The main mode is, of course, the Kudos Challenge, with over 100 events to complete (divided in 13 chapters).  While the same event types make their way over from MSR (Street Racer, Hot Laps, Overtake Challenge), there is a new event in the form of Style Challenges.  Basically these are "slalom" events that involve driving through certain cone gates while avoiding the normal red cones on the track.  Cone events in racing games may not be new (I remember the Gymkhana section on Racing Jam, an old Konami coin-op from the late 90s) however they are probably the highlight of PGR1 and really compliment the new kudos system (see below).  They are also the cause for much frustration particularly in the later levels, but we will come to that later!  Similar to MSR, you can also adjust the difficulty before each race which affects the number of bonus kudos you are awarded.  For example, if you select your finishing position in a Street Racer as 3rd place (the lowest position allowed) you will get a minimal bonus while conversely selecting 1st place awards the maximum bonus.  There is also return of the Joker card that doubles your points if you win, however this can only used once in each chapter.   We also have "quick race" mode that's basically a succession of street races (finish in the highest position while driving stylishly) and "arcade" mode which involve a series of Style Challenge cone events.  There is also Medal Pursuit, a gloried time attack mode that awards new car colours for beating set lap times.  

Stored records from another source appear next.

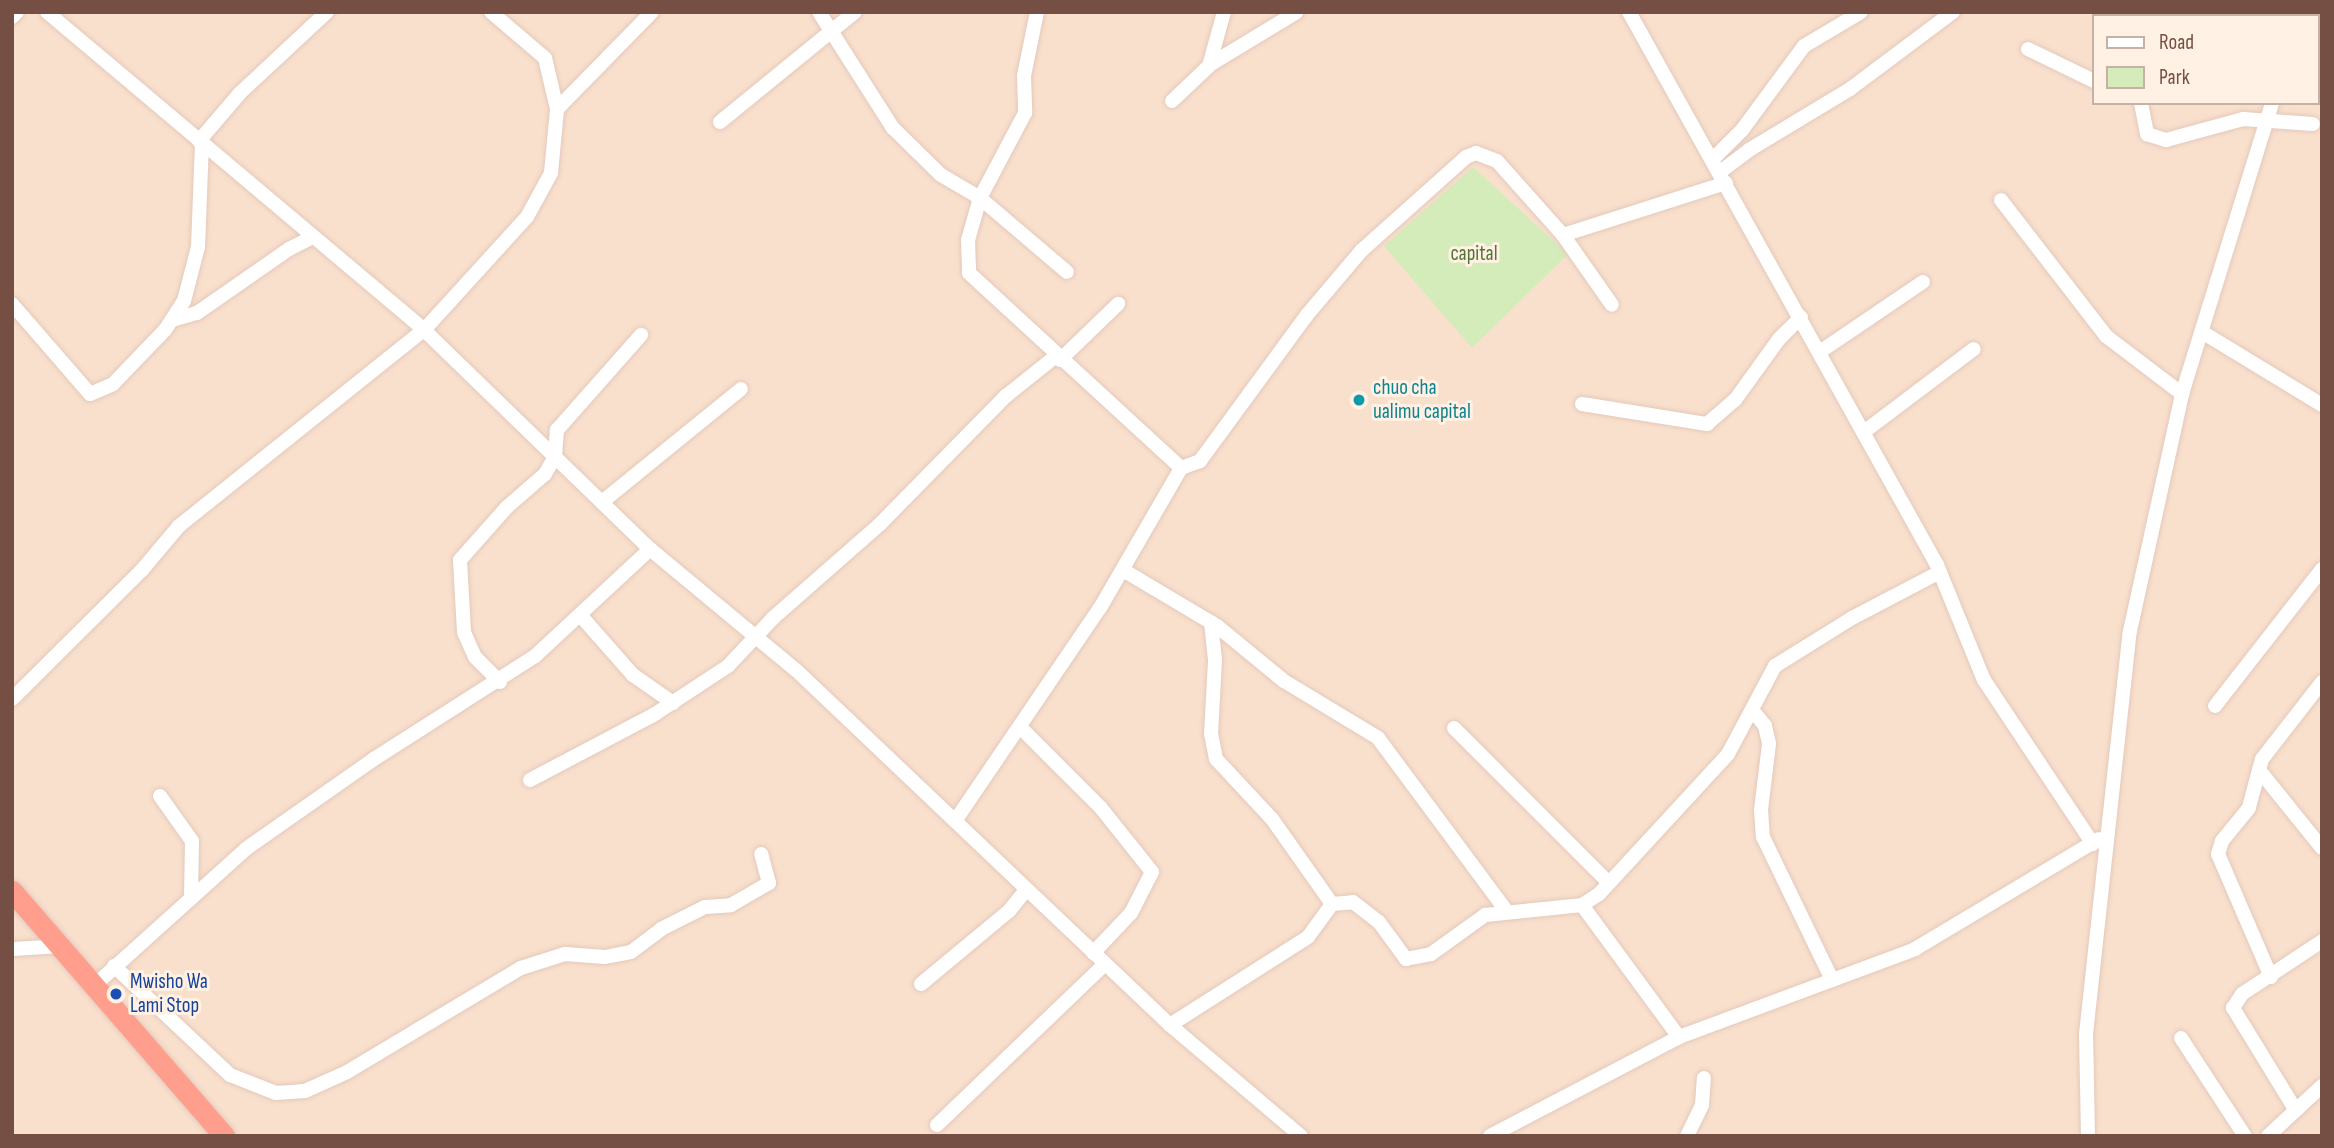 <!DOCTYPE html>
<html>
<head>
<meta charset="utf-8">
<style>
	body { margin:0 }
	#map { position:relative; width:2334px; height:1148px; overflow:hidden; background:#feeddc; font-family:"Sofia Sans Condensed",sans-serif }
	div>[style] { position:absolute }
	.residential>* { inset:0; background:#f9e0cd }
	.green>* { inset:0; background:#d4ecba }
	.roads { filter:drop-shadow(0 0 2px #e4c9bb) drop-shadow(0 0 2px #e4c9bb) }
	.minor>* { height:14px; margin:-7px; padding:0 7px; transform-origin:7px; border-radius:7px; background:#fff }
	.highway>* { height:21px; margin:-10.5px; padding:0 10.5px; transform-origin:10.5px; border-radius:10.5px; background:#ff9e8c }
	.dots>* { width:19px; height:19px; translate:-50% -50%; box-sizing:border-box; border:4px solid #fff1e4; border-radius:50% }
	span { translate:-50% -50%; white-space:nowrap; text-align:center; line-height:1.15; -webkit-text-stroke:6px #fff1e4; paint-order:stroke }
	.park-label { font-size:21px; color:#527638 }
	.culture-label { font-size:21px; color:#0d838f }
	.left { translate:0 -50%; text-align:left }
	.transit-label { font-size:21px; color:#164399 }
	.frame { position:absolute; inset:0; border:14px solid #754f43; pointer-events:none }
	.legend { position:absolute; left:2092px; top:14px; width:228px; height:91px; box-sizing:border-box; background:#fff1e4; border:2px solid #c8b0a4; margin:0; padding:9px 12px; list-style:none; font-size:21px; color:#754f43 }
	.legend li { display:flex; align-items:center; gap:14px; height:35px }
	.legend b { width:35px; border:2px solid #c8b0a4 }
</style>
</head>
<body>
<div id="map">
	<div class="residential">
		<div style="clip-path:polygon(evenodd,12px 12px,2322px 12px,2322px 1136px,12px 1136px,12px 12px,2094px 16px,2318px 16px,2318px 103px,2094px 103px,2094px 16px)"></div>
	</div>
	<div class="green">
		<div style="clip-path:polygon(1473px 167px,1568px 254px,1472px 348px,1384px 246px)"></div>
	</div>
	<div class="roads">
		<div class="minor">
			<div style="left:47px;top:12px;width:493px;rotate:40.1deg"></div>
			<div style="left:424px;top:330px;width:315px;rotate:44.1deg"></div>
			<div style="left:650px;top:549px;width:190px;rotate:39.7deg"></div>
			<div style="left:796px;top:670px;width:516px;rotate:43.51deg"></div>
			<div style="left:1170px;top:1025px;width:172px;rotate:40.3deg"></div>
			<div style="left:819px;top:12px;width:138px;rotate:57.5deg"></div>
			<div style="left:893px;top:128px;width:67px;rotate:44.4deg"></div>
			<div style="left:941px;top:175px;width:45px;rotate:30.5deg"></div>
			<div style="left:980px;top:198px;width:114px;rotate:40.4deg"></div>
			<div style="left:1037px;top:12px;width:65px;rotate:101.5deg"></div>
			<div style="left:1024px;top:76px;width:37px;rotate:88deg"></div>
			<div style="left:1025px;top:113px;width:96px;rotate:117.9deg"></div>
			<div style="left:980px;top:198px;width:44px;rotate:105.9deg"></div>
			<div style="left:968px;top:240px;width:33px;rotate:88deg"></div>
			<div style="left:969px;top:273px;width:288px;rotate:42.6deg"></div>
			<div style="left:1629px;top:12px;width:633px;rotate:60.88deg"></div>
			<div style="left:1937px;top:565px;width:124px;rotate:67.8deg"></div>
			<div style="left:1984px;top:680px;width:197px;rotate:56.4deg"></div>
			<div style="left:2206px;top:12px;width:6px;rotate:45deg"></div>
			<div style="left:2288px;top:16px;width:4px;rotate:-90deg"></div>
			<div style="left:12px;top:17px;width:7px;rotate:-45deg"></div>
			<div style="left:2028px;top:49px;width:73px;rotate:25.9deg"></div>
			<div style="left:1211px;top:64px;width:100px;rotate:-31.2deg"></div>
			<div style="left:1172px;top:101px;width:51px;rotate:-43.4deg"></div>
			<div style="left:1209px;top:66px;width:56px;rotate:-74.5deg"></div>
			<div style="left:2141px;top:103px;width:32px;rotate:79deg"></div>
			<div style="left:2147px;top:134px;width:20px;rotate:18deg"></div>
			<div style="left:2166px;top:140px;width:80px;rotate:-15.3deg"></div>
			<div style="left:2243px;top:119px;width:70px;rotate:4.1deg"></div>
			<div style="left:557px;top:109px;width:136px;rotate:-45.6deg"></div>
			<div style="left:720px;top:122px;width:174px;rotate:-39.2deg"></div>
			<div style="left:199px;top:141px;width:63px;rotate:-49.5deg"></div>
			<div style="left:240px;top:93px;width:119px;rotate:-43deg"></div>
			<div style="left:1713px;top:159px;width:41px;rotate:-45deg"></div>
			<div style="left:1742px;top:130px;width:104px;rotate:-53.6deg"></div>
			<div style="left:1804px;top:46px;width:66px;rotate:-30.8deg"></div>
			<div style="left:1720px;top:172px;width:36px;rotate:-37deg"></div>
			<div style="left:1749px;top:150px;width:118px;rotate:-31.1deg"></div>
			<div style="left:1850px;top:89px;width:129px;rotate:-36.8deg"></div>
			<div style="left:2001px;top:200px;width:172px;rotate:52.3deg"></div>
			<div style="left:2106px;top:336px;width:96px;rotate:37.3deg"></div>
			<div style="left:1563px;top:235px;width:171px;rotate:-17.7deg"></div>
			<div style="left:12px;top:304px;width:119px;rotate:49.1deg"></div>
			<div style="left:90px;top:394px;width:25px;rotate:-23deg"></div>
			<div style="left:113px;top:384px;width:75px;rotate:-46.1deg"></div>
			<div style="left:165px;top:330px;width:35px;rotate:-57deg"></div>
			<div style="left:184px;top:301px;width:56px;rotate:-75.5deg"></div>
			<div style="left:198px;top:247px;width:103px;rotate:-87.8deg"></div>
			<div style="left:172px;top:320px;width:26px;rotate:-16deg"></div>
			<div style="left:197px;top:313px;width:112px;rotate:-34.8deg"></div>
			<div style="left:289px;top:249px;width:27px;rotate:-27deg"></div>
			<div style="left:2202px;top:332px;width:140px;rotate:31.3deg"></div>
			<div style="left:1821px;top:351px;width:123px;rotate:-34.1deg"></div>
			<div style="left:1060px;top:360px;width:81px;rotate:-44deg"></div>
			<div style="left:1582px;top:404px;width:127px;rotate:9.1deg"></div>
			<div style="left:1707px;top:424px;width:37px;rotate:-41deg"></div>
			<div style="left:1735px;top:400px;width:75px;rotate:-54.2deg"></div>
			<div style="left:1779px;top:339px;width:31px;rotate:-45deg"></div>
			<div style="left:1865px;top:431px;width:136px;rotate:-37deg"></div>
			<div style="left:602px;top:502px;width:179px;rotate:-39.1deg"></div>
			<div style="left:1123px;top:570px;width:109px;rotate:30.8deg"></div>
			<div style="left:1217px;top:626px;width:87px;rotate:39.4deg"></div>
			<div style="left:1284px;top:681px;width:110px;rotate:31.2deg"></div>
			<div style="left:1378px;top:738px;width:217px;rotate:53.4deg"></div>
			<div style="left:581px;top:616px;width:79px;rotate:48.6deg"></div>
			<div style="left:633px;top:675px;width:49px;rotate:35deg"></div>
			<div style="left:500px;top:682px;width:35px;rotate:-135deg"></div>
			<div style="left:475px;top:657px;width:27px;rotate:-114deg"></div>
			<div style="left:464px;top:632px;width:72px;rotate:-93.2deg"></div>
			<div style="left:460px;top:560px;width:71px;rotate:-48.4deg"></div>
			<div style="left:507px;top:507px;width:50px;rotate:-41deg"></div>
			<div style="left:545px;top:474px;width:20px;rotate:-60deg"></div>
			<div style="left:555px;top:457px;width:27px;rotate:-86deg"></div>
			<div style="left:557px;top:430px;width:127px;rotate:-48.5deg"></div>
			<div style="left:2322px;top:682px;width:98px;rotate:127.9deg"></div>
			<div style="left:2262px;top:759px;width:11px;rotate:105deg"></div>
			<div style="left:2259px;top:770px;width:100px;rotate:51.1deg"></div>
			<div style="left:12px;top:699px;width:183px;rotate:-44.8deg"></div>
			<div style="left:142px;top:570px;width:57px;rotate:-49.9deg"></div>
			<div style="left:179px;top:526px;width:314px;rotate:-38.7deg"></div>
			<div style="left:424px;top:330px;width:153px;rotate:-47.7deg"></div>
			<div style="left:527px;top:217px;width:50px;rotate:-61.4deg"></div>
			<div style="left:551px;top:173px;width:64px;rotate:-84.6deg"></div>
			<div style="left:557px;top:109px;width:52px;rotate:-103.2deg"></div>
			<div style="left:545px;top:58px;width:71px;rotate:-139.6deg"></div>
			<div style="left:2215px;top:706px;width:174px;rotate:-52deg"></div>
			<div style="left:1753px;top:711px;width:19px;rotate:51deg"></div>
			<div style="left:1765px;top:726px;width:18px;rotate:77deg"></div>
			<div style="left:1769px;top:744px;width:66px;rotate:96.9deg"></div>
			<div style="left:1761px;top:810px;width:27px;rotate:86deg"></div>
			<div style="left:1763px;top:837px;width:159px;rotate:64.2deg"></div>
			<div style="left:1021px;top:728px;width:113px;rotate:45deg"></div>
			<div style="left:1101px;top:808px;width:82px;rotate:51.4deg"></div>
			<div style="left:1152px;top:872px;width:46px;rotate:117.1deg"></div>
			<div style="left:1131px;top:913px;width:55px;rotate:133.5deg"></div>
			<div style="left:1454px;top:728px;width:219px;rotate:45deg"></div>
			<div style="left:2259px;top:770px;width:39px;rotate:105deg"></div>
			<div style="left:2249px;top:808px;width:43px;rotate:129.3deg"></div>
			<div style="left:2222px;top:841px;width:14px;rotate:107deg"></div>
			<div style="left:2218px;top:854px;width:134px;rotate:66.7deg"></div>
			<div style="left:530px;top:780px;width:141px;rotate:-27.8deg"></div>
			<div style="left:655px;top:714px;width:87px;rotate:-33.3deg"></div>
			<div style="left:728px;top:666px;width:66px;rotate:-46.8deg"></div>
			<div style="left:773px;top:618px;width:142px;rotate:-41.3deg"></div>
			<div style="left:880px;top:524px;width:180px;rotate:-45.5deg"></div>
			<div style="left:1006px;top:396px;width:64px;rotate:-38.7deg"></div>
			<div style="left:160px;top:796px;width:55px;rotate:54.6deg"></div>
			<div style="left:192px;top:841px;width:57px;rotate:91deg"></div>
			<div style="left:955px;top:821px;width:258px;rotate:-55.8deg"></div>
			<div style="left:1100px;top:608px;width:162px;rotate:-59.9deg"></div>
			<div style="left:1181px;top:468px;width:20px;rotate:-20deg"></div>
			<div style="left:1200px;top:461px;width:181px;rotate:-53.8deg"></div>
			<div style="left:1307px;top:315px;width:84px;rotate:-49.8deg"></div>
			<div style="left:1361px;top:251px;width:141px;rotate:-41.8deg"></div>
			<div style="left:1466px;top:157px;width:11px;rotate:-22deg"></div>
			<div style="left:1476px;top:153px;width:22px;rotate:21deg"></div>
			<div style="left:1497px;top:161px;width:99px;rotate:48.3deg"></div>
			<div style="left:1563px;top:235px;width:85px;rotate:55deg"></div>
			<div style="left:1332px;top:904px;width:21px;rotate:-5deg"></div>
			<div style="left:1353px;top:902px;width:33px;rotate:38deg"></div>
			<div style="left:1379px;top:922px;width:46px;rotate:53.9deg"></div>
			<div style="left:1406px;top:959px;width:25px;rotate:-11deg"></div>
			<div style="left:1431px;top:954px;width:67px;rotate:-35.8deg"></div>
			<div style="left:1485px;top:915px;width:98px;rotate:-5.9deg"></div>
			<div style="left:1582px;top:905px;width:20px;rotate:-33deg"></div>
			<div style="left:1599px;top:894px;width:190px;rotate:-47.3deg"></div>
			<div style="left:1728px;top:754px;width:100px;rotate:-61.9deg"></div>
			<div style="left:1775px;top:666px;width:91px;rotate:-31.9deg"></div>
			<div style="left:1852px;top:618px;width:99px;rotate:-27.6deg"></div>
			<div style="left:1582px;top:905px;width:164px;rotate:53.7deg"></div>
			<div style="left:12px;top:949px;width:50px;rotate:-3.4deg"></div>
			<div style="left:114px;top:966px;width:159px;rotate:43.2deg"></div>
			<div style="left:230px;top:1075px;width:49px;rotate:21.4deg"></div>
			<div style="left:276px;top:1093px;width:29px;rotate:-4deg"></div>
			<div style="left:305px;top:1091px;width:46px;rotate:-24.3deg"></div>
			<div style="left:347px;top:1072px;width:203px;rotate:-30.9deg"></div>
			<div style="left:521px;top:968px;width:46px;rotate:-17.7deg"></div>
			<div style="left:565px;top:954px;width:40px;rotate:4.3deg"></div>
			<div style="left:605px;top:957px;width:26px;rotate:-11deg"></div>
			<div style="left:631px;top:952px;width:38px;rotate:-37deg"></div>
			<div style="left:661px;top:929px;width:49px;rotate:-26.6deg"></div>
			<div style="left:705px;top:907px;width:26px;rotate:-4deg"></div>
			<div style="left:731px;top:905px;width:44px;rotate:-30.1deg"></div>
			<div style="left:769px;top:883px;width:30px;rotate:-105deg"></div>
			<div style="left:96px;top:984px;width:203px;rotate:-42deg"></div>
			<div style="left:247px;top:848px;width:155px;rotate:-35deg"></div>
			<div style="left:374px;top:759px;width:191px;rotate:-32.6deg"></div>
			<div style="left:535px;top:656px;width:157px;rotate:-42.9deg"></div>
			<div style="left:921px;top:984px;width:114px;rotate:-39.7deg"></div>
			<div style="left:1009px;top:911px;width:27px;rotate:-51deg"></div>
			<div style="left:1170px;top:1025px;width:164px;rotate:-32.5deg"></div>
			<div style="left:1308px;top:937px;width:41px;rotate:-54deg"></div>
			<div style="left:1332px;top:904px;width:104px;rotate:-125.2deg"></div>
			<div style="left:1272px;top:819px;width:82px;rotate:-133deg"></div>
			<div style="left:1216px;top:759px;width:25px;rotate:-101deg"></div>
			<div style="left:1211px;top:734px;width:74px;rotate:-86.9deg"></div>
			<div style="left:1215px;top:660px;width:38px;rotate:-96deg"></div>
			<div style="left:2181px;top:1038px;width:117px;rotate:56.9deg"></div>
			<div style="left:2295px;top:1109px;width:119px;rotate:-121.5deg"></div>
			<div style="left:2233px;top:1008px;width:17px;rotate:-57deg"></div>
			<div style="left:2242px;top:994px;width:96px;rotate:-33.5deg"></div>
			<div style="left:937px;top:1125px;width:233px;rotate:-43.8deg"></div>
			<div style="left:1490px;top:1136px;width:213px;rotate:-27.6deg"></div>
			<div style="left:1679px;top:1037px;width:252px;rotate:-20.4deg"></div>
			<div style="left:1915px;top:949px;width:214px;rotate:-30.9deg"></div>
			<div style="left:1687px;top:1136px;width:34px;rotate:-64deg"></div>
			<div style="left:1702px;top:1105px;width:27px;rotate:-86deg"></div>
			<div style="left:2088px;top:1136px;width:102px;rotate:-91.1deg"></div>
			<div style="left:2086px;top:1034px;width:405px;rotate:-83.8deg"></div>
			<div style="left:2130px;top:631px;width:243px;rotate:-77.6deg"></div>
			<div style="left:2182px;top:394px;width:305px;rotate:-72.8deg"></div>
			<div style="left:2268px;top:1136px;width:74px;rotate:-42.8deg"></div>
		</div>
		<div class="highway">
			<div style="left:12px;top:891px;width:324px;rotate:49.1deg"></div>
		</div>
	</div>
	<div class="dots">
		<div style="left:1359px;top:400px;background:#0f9aa8"></div>
		<div style="left:116px;top:994px;background:#1a4fb4"></div>
	</div>
	<div class="park-label">
		<span style="left:1474px;top:254px">capital</span>
	</div>
	<div class="culture-label">
		<span class="left" style="left:1373px;top:400px">chuo cha<br>ualimu capital</span>
	</div>
	<div class="transit-label">
		<span class="left" style="left:130px;top:994px">Mwisho Wa<br>Lami Stop</span>
	</div>
	<div class="frame"></div>
	<ul class="legend">
	<li><b style="height:9px;background:#fff"></b>Road</li>
	<li><b style="height:19px;background:#d4ecba"></b>Park</li>
	</ul>
</div>
</body>
</html>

Each event in PGR has a kudos/lap time target for either a Bronze, Silver or Gold medal.  While you must complete each event with at least a Bronze medal to succeed, more rewards can be gained if you go for a Silver or Gold medal.  As you progress, you unlock new cars and courses either by gaining the appropriate medals or by clocking up a target play time.  Unlike MSR though, you need to complete ALL the events in a chapter in order to progress to the next stage.  Although I understand the reasoning behind this, it does make completing PGR1 very time consuming!  Just like MSR, it's unlikely the majority of XBOX owners who bought PGR1 played it to the very end.  PGR1 also seriously ramps up the difficulty in the later levels; getting a Gold (or even sometimes a Silver) medal on these sections is VERY TOUGH!  Even MSR veterans such as myself struggled in this area; I even had to use a Joker during one event as I just couldn't work out how to get the necessary points.  Thankfully PGR1 has a quick restart option and believe me, you will need it!!  Also, a  much welcome addition in PGR1 is the ability to watch and save replays of your completed events.  You can view your best runs from a variety of different angles, along with the ability to fast-forward (but not rewind).  It's a little basic but it serves its purpose well.  Unfortunately this feature is not available in Time Attack mode.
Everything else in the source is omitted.